Jeff W. Sheets – EVP, Finance and CFO: Yeah, pretty much. As Matt mentioned, the production is happening pretty much as we expected from all three of the plays; Eagle Ford, the Bakken and the Permian. And production from these is all – well, Eagle Ford is 60% oil and 20% NGLs and 20% gas, so that’s really strong cash margins, and Bakken, of course, is mostly oil, and the Permian is again a very favorable mix as well. So cash margins from all these assets are really much higher than the average of our current portfolio. So, as you see the portfolio, you’re starting to see that show up now finally in Lower 48 cash margins as that portfolio has moved now towards kind of about half liquids to where it was only 45% a year ago. So, you’re starting to see that all across the portfolio. Cash margins have been a little bit hurt in Canada because of the real recent weakness in bitumen prices, but we see that that’s going to start to recovering as well. So, overall, it’s kind of – Matt was summarizing, we see the trajectory of the growth in production happening as we thought it was going to, and it’s that trajectory of growing production that’s going to cause – growing the production of entire margin is going to cause cash margin to increase over time. So, production growth is on plan and margin growth is on plan as well…

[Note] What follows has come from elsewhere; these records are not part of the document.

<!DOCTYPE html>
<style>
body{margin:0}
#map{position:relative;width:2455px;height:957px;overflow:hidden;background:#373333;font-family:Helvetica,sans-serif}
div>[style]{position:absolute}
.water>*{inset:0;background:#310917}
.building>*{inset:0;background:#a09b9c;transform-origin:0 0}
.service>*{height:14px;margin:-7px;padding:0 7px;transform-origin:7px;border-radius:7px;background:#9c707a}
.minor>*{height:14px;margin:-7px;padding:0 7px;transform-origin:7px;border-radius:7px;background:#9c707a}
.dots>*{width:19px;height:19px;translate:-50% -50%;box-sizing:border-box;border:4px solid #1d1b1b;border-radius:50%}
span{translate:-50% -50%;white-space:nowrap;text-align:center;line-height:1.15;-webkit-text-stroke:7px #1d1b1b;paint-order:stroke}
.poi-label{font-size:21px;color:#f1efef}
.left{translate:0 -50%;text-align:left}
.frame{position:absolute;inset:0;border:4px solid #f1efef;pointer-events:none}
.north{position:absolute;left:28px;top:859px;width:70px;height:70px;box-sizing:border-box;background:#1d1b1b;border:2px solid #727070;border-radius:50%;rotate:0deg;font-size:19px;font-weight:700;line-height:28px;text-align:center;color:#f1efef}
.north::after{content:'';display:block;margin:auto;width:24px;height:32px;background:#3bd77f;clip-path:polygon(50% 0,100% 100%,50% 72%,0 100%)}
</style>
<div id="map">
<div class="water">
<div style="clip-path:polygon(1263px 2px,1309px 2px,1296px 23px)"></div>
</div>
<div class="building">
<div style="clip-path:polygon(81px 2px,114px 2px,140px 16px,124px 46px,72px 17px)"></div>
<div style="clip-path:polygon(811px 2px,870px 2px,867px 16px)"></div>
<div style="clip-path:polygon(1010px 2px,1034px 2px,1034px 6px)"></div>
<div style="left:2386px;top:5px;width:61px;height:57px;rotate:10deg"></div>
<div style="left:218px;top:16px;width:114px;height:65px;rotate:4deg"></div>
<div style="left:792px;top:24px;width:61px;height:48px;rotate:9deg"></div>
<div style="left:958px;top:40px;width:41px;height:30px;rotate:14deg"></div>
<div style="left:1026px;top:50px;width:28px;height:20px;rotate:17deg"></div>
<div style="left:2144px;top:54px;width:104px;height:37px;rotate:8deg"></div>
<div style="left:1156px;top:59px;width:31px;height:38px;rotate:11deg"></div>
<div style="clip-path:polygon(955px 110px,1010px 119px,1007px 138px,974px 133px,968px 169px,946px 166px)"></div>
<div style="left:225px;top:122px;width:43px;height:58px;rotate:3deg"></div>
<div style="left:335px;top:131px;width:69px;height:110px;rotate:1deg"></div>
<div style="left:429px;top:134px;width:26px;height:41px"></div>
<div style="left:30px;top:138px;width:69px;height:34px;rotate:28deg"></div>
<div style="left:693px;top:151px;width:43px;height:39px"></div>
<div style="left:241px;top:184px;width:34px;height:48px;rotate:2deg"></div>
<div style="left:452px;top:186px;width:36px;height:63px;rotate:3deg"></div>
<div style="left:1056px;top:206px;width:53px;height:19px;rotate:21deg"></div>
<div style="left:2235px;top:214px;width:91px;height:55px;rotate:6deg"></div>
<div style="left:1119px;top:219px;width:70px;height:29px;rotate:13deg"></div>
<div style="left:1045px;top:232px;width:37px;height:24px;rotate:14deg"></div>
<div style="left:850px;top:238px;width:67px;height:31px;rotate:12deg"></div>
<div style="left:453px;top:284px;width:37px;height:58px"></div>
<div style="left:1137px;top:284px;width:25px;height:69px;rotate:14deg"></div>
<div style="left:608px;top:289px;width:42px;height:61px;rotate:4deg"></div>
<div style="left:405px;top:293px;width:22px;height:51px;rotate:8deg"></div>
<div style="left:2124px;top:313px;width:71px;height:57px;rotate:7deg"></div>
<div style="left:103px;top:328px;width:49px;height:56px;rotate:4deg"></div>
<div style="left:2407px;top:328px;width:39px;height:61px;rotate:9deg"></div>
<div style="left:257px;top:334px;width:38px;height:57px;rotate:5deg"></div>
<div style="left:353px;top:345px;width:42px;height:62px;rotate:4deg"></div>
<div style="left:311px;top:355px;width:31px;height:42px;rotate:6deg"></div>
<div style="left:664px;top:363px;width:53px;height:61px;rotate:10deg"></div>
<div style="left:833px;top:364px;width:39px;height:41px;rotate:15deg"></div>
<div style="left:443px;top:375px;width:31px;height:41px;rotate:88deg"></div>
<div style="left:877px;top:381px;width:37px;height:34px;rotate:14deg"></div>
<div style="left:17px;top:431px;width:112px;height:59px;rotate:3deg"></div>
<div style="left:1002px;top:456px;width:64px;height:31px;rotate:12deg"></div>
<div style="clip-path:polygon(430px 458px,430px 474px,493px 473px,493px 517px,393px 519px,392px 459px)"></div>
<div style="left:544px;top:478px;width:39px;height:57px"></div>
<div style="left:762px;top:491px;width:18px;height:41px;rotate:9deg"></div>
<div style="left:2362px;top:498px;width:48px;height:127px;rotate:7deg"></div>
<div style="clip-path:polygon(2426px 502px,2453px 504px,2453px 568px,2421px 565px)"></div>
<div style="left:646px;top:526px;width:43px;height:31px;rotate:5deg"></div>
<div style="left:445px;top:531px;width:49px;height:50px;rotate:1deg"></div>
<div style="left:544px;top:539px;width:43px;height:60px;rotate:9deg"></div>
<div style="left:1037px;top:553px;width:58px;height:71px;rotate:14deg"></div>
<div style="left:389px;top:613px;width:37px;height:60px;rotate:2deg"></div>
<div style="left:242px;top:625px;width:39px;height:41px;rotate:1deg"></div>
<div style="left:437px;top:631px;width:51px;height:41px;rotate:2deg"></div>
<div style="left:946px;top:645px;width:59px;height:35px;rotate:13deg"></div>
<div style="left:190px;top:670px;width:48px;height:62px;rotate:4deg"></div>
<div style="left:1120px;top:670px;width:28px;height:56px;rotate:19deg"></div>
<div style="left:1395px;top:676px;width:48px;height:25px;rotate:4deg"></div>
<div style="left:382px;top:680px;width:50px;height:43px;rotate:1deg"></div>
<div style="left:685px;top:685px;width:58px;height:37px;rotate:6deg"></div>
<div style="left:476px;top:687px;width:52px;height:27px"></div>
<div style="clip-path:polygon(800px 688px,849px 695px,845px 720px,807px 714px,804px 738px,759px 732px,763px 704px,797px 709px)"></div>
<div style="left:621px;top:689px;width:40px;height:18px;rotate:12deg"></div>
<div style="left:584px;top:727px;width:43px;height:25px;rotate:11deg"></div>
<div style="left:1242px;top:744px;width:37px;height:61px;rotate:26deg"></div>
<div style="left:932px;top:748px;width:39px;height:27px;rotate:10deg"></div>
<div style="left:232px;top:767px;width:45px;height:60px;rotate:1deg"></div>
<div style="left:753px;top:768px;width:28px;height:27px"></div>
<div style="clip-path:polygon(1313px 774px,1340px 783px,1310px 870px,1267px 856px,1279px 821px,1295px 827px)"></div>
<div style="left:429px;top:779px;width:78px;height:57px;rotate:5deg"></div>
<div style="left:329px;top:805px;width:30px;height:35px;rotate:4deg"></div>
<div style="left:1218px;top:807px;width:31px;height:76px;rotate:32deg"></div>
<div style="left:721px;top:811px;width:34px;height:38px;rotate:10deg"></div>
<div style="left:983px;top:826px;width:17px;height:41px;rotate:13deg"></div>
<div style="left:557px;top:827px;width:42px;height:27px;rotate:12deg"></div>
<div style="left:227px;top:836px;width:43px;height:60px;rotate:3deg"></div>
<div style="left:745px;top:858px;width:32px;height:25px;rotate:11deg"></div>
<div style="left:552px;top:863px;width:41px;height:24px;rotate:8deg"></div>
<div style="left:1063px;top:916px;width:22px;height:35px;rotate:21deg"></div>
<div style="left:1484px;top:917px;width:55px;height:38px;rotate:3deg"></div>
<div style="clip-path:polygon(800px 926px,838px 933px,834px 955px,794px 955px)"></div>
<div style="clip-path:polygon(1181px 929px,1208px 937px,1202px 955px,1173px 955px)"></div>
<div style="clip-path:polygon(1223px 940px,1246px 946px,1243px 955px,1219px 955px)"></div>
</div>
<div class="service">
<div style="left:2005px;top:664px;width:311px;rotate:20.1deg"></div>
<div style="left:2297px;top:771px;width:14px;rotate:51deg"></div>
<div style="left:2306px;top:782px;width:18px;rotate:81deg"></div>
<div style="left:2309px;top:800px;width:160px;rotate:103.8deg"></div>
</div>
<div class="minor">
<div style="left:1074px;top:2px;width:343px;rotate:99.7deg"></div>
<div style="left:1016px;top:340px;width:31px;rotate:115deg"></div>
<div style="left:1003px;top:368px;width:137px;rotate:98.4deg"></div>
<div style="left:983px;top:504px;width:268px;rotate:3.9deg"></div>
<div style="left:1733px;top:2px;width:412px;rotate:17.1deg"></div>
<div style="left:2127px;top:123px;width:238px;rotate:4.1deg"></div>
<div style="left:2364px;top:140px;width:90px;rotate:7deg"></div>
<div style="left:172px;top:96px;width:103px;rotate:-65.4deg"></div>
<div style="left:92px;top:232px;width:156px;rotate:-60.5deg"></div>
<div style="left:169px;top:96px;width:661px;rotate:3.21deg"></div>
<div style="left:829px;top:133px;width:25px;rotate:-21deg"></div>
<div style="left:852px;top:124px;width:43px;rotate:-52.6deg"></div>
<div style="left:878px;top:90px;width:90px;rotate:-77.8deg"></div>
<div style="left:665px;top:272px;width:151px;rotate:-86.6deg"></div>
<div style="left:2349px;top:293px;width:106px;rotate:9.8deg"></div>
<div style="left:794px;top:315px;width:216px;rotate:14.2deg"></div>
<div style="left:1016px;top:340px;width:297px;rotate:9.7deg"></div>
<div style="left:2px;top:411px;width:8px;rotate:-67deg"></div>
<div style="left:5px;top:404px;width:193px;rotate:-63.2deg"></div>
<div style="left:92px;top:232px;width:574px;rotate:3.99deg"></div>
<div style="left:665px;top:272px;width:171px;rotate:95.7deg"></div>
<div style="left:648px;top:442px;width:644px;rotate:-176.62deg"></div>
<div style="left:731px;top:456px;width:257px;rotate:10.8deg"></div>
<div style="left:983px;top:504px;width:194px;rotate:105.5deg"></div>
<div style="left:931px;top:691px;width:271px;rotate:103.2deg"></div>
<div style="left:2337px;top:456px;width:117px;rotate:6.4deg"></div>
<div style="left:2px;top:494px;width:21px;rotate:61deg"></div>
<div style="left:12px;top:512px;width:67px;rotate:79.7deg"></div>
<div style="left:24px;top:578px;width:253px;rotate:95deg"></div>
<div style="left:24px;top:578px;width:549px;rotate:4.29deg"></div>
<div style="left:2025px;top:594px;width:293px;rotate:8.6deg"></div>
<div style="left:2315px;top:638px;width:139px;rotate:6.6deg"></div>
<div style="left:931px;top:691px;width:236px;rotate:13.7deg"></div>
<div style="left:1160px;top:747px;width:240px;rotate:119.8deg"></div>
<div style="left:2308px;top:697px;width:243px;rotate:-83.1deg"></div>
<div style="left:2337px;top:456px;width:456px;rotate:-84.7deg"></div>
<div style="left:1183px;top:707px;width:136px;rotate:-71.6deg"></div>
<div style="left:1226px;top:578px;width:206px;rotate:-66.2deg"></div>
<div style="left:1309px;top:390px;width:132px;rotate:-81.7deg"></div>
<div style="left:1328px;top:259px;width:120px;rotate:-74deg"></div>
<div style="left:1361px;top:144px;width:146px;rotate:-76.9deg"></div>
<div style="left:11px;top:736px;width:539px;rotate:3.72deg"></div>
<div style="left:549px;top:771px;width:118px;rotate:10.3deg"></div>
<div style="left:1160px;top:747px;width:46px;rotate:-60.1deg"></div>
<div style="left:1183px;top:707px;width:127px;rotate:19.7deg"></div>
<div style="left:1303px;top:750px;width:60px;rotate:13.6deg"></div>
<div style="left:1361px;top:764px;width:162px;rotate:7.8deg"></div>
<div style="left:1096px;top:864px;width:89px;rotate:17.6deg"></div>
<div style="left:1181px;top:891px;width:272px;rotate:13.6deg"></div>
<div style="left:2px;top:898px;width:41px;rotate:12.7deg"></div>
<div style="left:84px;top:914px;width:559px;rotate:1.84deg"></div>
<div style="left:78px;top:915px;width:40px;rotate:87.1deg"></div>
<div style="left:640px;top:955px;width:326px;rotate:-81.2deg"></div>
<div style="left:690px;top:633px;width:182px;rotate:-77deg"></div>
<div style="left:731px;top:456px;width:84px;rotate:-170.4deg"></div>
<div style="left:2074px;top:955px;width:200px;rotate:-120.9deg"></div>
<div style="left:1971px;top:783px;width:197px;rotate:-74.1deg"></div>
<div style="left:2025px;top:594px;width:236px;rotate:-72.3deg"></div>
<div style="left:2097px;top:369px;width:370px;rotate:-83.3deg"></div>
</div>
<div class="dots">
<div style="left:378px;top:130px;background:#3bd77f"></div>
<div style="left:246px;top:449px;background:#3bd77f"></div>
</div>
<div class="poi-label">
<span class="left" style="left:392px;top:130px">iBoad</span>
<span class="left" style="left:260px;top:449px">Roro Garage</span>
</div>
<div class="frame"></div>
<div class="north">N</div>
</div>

Doug Terreson – ISI: And Jeff, I think you mentioned your efforts on optimization and higher netbacks is I think the way you talked about it, and on this point, I want to see if you could highlight some of the specifics that are being undertaken to improve the netbacks to the Company on production?
Jeff W. Sheets – EVP, Finance and CFO: Yeah, I think we talked about how a lot of – in particular, what we’re trying to make sure is that – talking about marketing in Eagle Ford, for example, Matt, maybe you want to talk something about what we’re doing there?
Matt Fox – EVP, Exploration and Production: Yeah, so, our goal here, Doug, is to have as much optionality as we can, because as you know, there is a lot of volatility in the various markers and then the production itself in all three of those businesses. So, for example, in the Eagle Ford just now, the way that we’re set up for our (sails), we’re realizing WTI plus about $5 from the Eagle Ford. And that’s a mixture of production that’s going by pipeline; a lot of production is still going by truck. Some of our production is priced of LLS; some of its priced of WTI. Our liquids – the non-NGL liquids are sold as light sweet and because we’ve got very high value middle distillate that makes some of the good refinery products, so they’re not going to be sold as condensate. And we feel good about the liquid and gas takeaway capacity just now in the Eagle Ford. In the Bakken we’re actually realizing WTI minus about $5 on average in the Bakken. And we’ve got to make sure of offtake there as well. About 35% is by pipeline just now, about 25% was selling to (reelers) to bring it south to capture the WTI Brent spread. So, we are managing that I think very well and we’re developing a lot of optionality to make sure that we have flexibility to maximize our realizations.